Introduction

Cormorants in High Park

Cormorants in High Park

by Barbi Lazarus

Double-crested Cormorants (Phalacrocorax auritus) are large, black birds that are named for the two small tufts of feathers on either side of their head. They are beautiful birds, with bright emerald green irises, blue, yellow or orange eyelids, and blue interiors of their mouths. They’re often easy to recognize by their habit of orienting themselves to the sun and spreading their wings in order to dry their feathers, and in some cases, to help regulate heat gain or loss.

Double-crested Cormorant. Photo: Katherine Pawling

Although there are thirty species of cormorants world-wide, there are only six in North America. Of these six species, the double-crested cormorant is not only the most widespread, but also the only one commonly found around inland fresh bodies of water.

Double-created cormorants feed primarily on small, and largely non-native and non-commercial fish, helping to keep populations of unwanted fish species in check. The majority of their diet is the non-native, invasive Alewife and Round Gobies, and they also commonly feed on abundant species like rainbow smelt and yellow perch.

Cormorants build large, shallow nests in trees and on the ground. They will gradually kill the trees they nest in through the deposition of their guano and by breaking branches for use in their nests. However, despite the damage these birds cause, the trees can continue to support them for long periods of time.

This is from their nesting site at Leslie St Spit, not from High Park
Cormorant adult with chicks. Photo: Dr. Gail Fraser

Double-crested Cormorants at the pond. Photo: Tony Pus

A Conservation Success Story?

While there are historical accounts of double-crested cormorants in North America as early as 1604, they have experienced dramatic population changes in recent decades. The widespread use of DDT caused a major population decline in North America, due to eggshell thinning, (meaning that the cormorants’ eggs would break before they had hatched and kill the embryos in the process), making them uncommon for some time. Double-crested cormorants were completely devastated by these chemicals, disappearing as a nesting species entirely on Lakes Michigan and Superior, and having only ten nesting pairs remaining on Lake Ontario at one point.

However, a ban on the use of DDT, as well as changes in the availability of the species’ prey base, led to an enormous population growth. From 1973 to 1993, the double-crested cormorant population witnessed a 300-fold increase to 38,000 pairs!

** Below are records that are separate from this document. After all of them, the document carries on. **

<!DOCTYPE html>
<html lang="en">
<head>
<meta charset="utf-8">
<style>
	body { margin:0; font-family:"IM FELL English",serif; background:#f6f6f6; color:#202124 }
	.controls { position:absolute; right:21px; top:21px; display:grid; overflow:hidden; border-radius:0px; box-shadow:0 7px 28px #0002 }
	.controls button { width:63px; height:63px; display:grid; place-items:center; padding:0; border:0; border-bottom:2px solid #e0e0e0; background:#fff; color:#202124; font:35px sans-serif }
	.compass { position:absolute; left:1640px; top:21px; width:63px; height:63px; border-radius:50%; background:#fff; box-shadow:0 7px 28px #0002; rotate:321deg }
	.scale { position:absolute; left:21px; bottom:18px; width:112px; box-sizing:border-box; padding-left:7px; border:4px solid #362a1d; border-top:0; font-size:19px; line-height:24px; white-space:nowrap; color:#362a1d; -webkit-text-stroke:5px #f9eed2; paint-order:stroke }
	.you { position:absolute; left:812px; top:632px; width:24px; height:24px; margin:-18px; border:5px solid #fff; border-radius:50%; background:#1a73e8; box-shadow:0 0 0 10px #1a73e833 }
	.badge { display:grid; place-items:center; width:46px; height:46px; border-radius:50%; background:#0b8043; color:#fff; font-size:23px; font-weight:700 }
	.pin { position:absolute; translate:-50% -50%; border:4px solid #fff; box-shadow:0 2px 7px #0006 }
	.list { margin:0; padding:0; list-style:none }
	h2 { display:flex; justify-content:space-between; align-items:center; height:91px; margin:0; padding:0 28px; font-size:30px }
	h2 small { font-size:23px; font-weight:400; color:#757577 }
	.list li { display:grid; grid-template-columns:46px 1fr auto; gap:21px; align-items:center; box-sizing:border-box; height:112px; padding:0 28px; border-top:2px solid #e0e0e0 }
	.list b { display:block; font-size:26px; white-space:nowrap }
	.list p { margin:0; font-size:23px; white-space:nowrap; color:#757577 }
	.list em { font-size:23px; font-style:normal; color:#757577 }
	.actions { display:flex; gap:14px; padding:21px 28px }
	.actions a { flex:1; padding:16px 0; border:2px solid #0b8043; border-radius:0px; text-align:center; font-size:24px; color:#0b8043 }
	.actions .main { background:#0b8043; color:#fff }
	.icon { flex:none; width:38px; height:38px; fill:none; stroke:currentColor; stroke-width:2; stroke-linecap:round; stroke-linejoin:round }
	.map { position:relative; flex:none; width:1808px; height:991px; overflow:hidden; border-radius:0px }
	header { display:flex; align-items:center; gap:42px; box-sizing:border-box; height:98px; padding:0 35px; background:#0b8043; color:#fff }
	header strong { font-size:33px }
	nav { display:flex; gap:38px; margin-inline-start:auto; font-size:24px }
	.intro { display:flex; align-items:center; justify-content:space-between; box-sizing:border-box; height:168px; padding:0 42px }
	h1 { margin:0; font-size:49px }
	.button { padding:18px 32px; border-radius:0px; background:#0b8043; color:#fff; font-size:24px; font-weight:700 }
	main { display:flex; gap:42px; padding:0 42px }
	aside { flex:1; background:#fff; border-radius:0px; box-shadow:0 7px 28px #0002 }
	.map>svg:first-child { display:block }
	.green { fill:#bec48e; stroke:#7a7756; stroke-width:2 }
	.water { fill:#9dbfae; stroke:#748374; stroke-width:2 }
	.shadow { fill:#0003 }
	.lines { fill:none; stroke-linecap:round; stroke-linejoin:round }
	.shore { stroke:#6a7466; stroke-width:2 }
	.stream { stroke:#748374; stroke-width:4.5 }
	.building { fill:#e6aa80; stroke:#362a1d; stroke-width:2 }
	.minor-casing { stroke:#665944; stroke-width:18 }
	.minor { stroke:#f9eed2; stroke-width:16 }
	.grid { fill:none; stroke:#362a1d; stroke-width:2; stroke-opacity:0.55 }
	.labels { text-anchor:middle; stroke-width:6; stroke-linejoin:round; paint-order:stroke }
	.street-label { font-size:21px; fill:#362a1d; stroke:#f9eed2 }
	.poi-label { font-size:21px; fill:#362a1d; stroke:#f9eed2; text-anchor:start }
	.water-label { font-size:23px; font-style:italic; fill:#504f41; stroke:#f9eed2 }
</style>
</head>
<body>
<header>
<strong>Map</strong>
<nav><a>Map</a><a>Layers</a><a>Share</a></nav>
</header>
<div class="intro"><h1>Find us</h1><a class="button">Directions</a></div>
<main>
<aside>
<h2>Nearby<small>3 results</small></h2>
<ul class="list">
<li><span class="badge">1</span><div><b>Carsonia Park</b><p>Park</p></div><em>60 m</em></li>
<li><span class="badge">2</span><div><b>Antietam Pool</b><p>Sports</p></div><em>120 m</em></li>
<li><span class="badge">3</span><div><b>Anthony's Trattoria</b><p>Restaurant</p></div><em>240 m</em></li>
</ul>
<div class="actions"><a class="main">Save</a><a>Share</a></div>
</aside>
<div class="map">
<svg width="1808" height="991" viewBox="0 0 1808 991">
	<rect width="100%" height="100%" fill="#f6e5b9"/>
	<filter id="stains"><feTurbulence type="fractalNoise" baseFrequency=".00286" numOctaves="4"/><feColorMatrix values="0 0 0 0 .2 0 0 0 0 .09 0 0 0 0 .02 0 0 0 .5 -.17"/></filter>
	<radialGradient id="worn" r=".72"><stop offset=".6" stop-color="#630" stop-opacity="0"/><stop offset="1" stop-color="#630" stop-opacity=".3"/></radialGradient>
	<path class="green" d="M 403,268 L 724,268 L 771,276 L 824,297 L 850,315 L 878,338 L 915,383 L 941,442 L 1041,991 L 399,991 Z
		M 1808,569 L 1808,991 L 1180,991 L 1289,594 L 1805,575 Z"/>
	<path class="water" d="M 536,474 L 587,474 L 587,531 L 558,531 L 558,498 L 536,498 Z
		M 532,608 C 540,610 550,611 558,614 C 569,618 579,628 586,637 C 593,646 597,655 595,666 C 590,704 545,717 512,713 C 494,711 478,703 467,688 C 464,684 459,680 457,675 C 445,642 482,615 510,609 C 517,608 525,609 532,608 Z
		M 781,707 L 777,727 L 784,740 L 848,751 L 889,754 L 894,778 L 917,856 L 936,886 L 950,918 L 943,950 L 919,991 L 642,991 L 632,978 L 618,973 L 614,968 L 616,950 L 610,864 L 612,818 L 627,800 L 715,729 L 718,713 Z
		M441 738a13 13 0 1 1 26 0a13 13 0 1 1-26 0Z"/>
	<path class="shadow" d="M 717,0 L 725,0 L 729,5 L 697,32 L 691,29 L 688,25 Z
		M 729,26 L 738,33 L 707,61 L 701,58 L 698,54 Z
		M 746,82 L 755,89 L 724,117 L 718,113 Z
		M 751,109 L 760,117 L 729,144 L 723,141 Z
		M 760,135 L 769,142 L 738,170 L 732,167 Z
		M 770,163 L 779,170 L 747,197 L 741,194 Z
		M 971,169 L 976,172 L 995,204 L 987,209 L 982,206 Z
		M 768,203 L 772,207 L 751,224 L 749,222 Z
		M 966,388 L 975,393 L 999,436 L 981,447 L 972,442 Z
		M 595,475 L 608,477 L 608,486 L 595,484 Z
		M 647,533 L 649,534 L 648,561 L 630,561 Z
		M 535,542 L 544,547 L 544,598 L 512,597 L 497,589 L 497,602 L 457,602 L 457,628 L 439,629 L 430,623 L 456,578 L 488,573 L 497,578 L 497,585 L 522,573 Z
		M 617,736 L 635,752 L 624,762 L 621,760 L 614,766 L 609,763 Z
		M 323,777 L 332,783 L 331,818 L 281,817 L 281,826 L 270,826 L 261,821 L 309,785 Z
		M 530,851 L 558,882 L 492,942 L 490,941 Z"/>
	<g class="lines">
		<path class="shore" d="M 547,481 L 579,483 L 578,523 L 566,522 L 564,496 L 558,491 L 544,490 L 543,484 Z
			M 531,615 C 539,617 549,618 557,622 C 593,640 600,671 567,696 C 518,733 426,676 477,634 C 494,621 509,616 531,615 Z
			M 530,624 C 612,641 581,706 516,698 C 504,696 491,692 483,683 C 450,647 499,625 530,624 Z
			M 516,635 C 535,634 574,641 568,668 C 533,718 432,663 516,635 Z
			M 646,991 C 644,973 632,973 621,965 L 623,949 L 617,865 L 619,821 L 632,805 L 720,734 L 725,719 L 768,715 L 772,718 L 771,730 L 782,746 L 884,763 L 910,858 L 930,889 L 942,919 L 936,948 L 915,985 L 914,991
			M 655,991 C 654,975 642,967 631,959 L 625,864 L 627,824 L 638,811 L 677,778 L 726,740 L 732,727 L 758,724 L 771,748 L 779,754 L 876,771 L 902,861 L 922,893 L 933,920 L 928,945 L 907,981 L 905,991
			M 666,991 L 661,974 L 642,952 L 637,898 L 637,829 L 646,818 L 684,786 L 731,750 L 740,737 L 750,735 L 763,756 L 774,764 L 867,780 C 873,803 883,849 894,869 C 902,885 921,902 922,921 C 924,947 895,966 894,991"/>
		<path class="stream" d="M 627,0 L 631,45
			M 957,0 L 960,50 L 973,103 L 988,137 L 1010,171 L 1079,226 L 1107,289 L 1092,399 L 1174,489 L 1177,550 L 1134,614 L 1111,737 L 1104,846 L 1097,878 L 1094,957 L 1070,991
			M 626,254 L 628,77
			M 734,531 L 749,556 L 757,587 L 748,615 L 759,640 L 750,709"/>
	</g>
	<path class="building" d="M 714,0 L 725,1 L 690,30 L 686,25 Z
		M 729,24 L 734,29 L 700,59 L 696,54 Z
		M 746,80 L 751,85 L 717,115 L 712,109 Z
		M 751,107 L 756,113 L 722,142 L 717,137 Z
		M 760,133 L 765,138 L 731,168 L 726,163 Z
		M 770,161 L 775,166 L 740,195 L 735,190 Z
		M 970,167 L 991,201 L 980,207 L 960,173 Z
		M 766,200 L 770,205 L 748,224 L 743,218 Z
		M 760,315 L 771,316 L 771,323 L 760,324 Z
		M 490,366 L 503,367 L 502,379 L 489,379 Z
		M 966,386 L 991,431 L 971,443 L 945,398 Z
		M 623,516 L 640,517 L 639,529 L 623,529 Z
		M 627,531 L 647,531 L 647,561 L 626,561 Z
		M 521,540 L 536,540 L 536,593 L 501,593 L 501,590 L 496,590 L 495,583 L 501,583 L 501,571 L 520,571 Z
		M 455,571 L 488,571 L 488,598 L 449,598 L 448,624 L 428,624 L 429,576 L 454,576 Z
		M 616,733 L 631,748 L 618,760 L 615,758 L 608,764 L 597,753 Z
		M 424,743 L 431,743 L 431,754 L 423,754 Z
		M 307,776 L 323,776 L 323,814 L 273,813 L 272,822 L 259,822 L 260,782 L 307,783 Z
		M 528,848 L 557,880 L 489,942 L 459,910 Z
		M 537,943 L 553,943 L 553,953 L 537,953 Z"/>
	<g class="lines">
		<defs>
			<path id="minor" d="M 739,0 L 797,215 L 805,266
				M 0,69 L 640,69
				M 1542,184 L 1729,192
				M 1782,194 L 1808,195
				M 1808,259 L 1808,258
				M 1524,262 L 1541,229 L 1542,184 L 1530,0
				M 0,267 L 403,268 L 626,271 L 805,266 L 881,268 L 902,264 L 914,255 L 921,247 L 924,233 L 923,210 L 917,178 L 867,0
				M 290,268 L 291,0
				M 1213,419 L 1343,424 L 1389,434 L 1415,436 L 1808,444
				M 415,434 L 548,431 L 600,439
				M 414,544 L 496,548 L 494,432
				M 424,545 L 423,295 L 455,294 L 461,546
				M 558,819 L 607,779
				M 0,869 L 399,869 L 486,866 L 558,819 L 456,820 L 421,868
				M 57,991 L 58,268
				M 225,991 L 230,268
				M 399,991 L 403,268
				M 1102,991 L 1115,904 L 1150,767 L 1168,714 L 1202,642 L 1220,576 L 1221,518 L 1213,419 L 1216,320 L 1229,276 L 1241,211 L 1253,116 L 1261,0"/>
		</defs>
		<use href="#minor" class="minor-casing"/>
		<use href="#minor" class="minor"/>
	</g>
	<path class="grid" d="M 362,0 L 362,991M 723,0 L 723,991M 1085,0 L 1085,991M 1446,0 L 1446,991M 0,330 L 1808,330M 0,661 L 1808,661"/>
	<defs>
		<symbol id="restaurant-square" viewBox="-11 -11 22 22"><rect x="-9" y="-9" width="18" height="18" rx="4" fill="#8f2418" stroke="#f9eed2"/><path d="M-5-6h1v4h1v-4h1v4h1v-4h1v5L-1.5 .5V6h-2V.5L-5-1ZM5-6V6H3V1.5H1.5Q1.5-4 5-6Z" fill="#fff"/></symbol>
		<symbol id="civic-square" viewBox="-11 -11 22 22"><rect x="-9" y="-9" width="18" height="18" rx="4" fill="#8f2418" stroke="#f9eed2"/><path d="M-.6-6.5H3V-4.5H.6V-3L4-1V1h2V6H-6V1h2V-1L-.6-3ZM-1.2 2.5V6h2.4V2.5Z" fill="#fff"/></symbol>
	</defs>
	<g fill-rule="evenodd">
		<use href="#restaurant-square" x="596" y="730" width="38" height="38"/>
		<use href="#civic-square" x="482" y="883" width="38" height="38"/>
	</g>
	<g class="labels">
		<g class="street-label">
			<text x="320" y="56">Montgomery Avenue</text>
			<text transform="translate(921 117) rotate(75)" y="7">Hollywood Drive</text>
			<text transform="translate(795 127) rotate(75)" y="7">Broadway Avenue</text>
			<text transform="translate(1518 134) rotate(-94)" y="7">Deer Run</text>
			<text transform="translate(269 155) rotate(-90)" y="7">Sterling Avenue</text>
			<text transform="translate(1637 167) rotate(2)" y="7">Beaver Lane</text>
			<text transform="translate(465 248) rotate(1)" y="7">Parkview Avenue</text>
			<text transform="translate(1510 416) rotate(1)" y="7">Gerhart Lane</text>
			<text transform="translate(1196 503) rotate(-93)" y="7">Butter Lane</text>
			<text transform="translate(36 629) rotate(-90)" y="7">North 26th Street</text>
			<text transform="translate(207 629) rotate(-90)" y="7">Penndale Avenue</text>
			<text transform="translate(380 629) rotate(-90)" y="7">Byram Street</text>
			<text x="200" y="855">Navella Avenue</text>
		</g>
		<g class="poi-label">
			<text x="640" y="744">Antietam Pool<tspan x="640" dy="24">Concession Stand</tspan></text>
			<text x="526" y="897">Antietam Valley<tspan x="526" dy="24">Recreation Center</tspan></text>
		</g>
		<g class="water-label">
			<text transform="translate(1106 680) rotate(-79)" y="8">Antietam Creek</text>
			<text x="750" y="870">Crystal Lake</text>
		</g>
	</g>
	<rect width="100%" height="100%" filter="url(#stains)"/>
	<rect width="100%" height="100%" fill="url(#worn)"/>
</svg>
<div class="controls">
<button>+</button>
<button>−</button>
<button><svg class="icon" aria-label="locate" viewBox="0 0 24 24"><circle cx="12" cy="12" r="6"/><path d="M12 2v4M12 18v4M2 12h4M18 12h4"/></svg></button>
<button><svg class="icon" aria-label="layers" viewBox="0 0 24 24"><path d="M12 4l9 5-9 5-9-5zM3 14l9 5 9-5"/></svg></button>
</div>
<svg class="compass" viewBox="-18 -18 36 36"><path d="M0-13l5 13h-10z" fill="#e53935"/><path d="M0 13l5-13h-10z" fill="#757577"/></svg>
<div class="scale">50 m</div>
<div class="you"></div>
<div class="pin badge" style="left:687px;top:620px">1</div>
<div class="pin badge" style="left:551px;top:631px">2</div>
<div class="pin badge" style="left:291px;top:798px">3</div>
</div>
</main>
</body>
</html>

While this recovery is celebrated by some as an ecological miracle and success, it has caused great fear among many others, and has led to increasing cormorant and human conflicts (see Cormorant FAQs above). Some levels of government and groups have called for mass slaughters of these birds based on the ecological concern that the excrement of double-crested cormorants damages the trees they nest in, including on sandspits in the Great Lakes region. However, as noted above, double-crested cormorants do not kill as many trees as is claimed, as they re-use the same nests year after year, until the trees become too weak to use anymore, and in fact they prefer to use ground sites for nesting when they are available and the colony is safe from disturbance.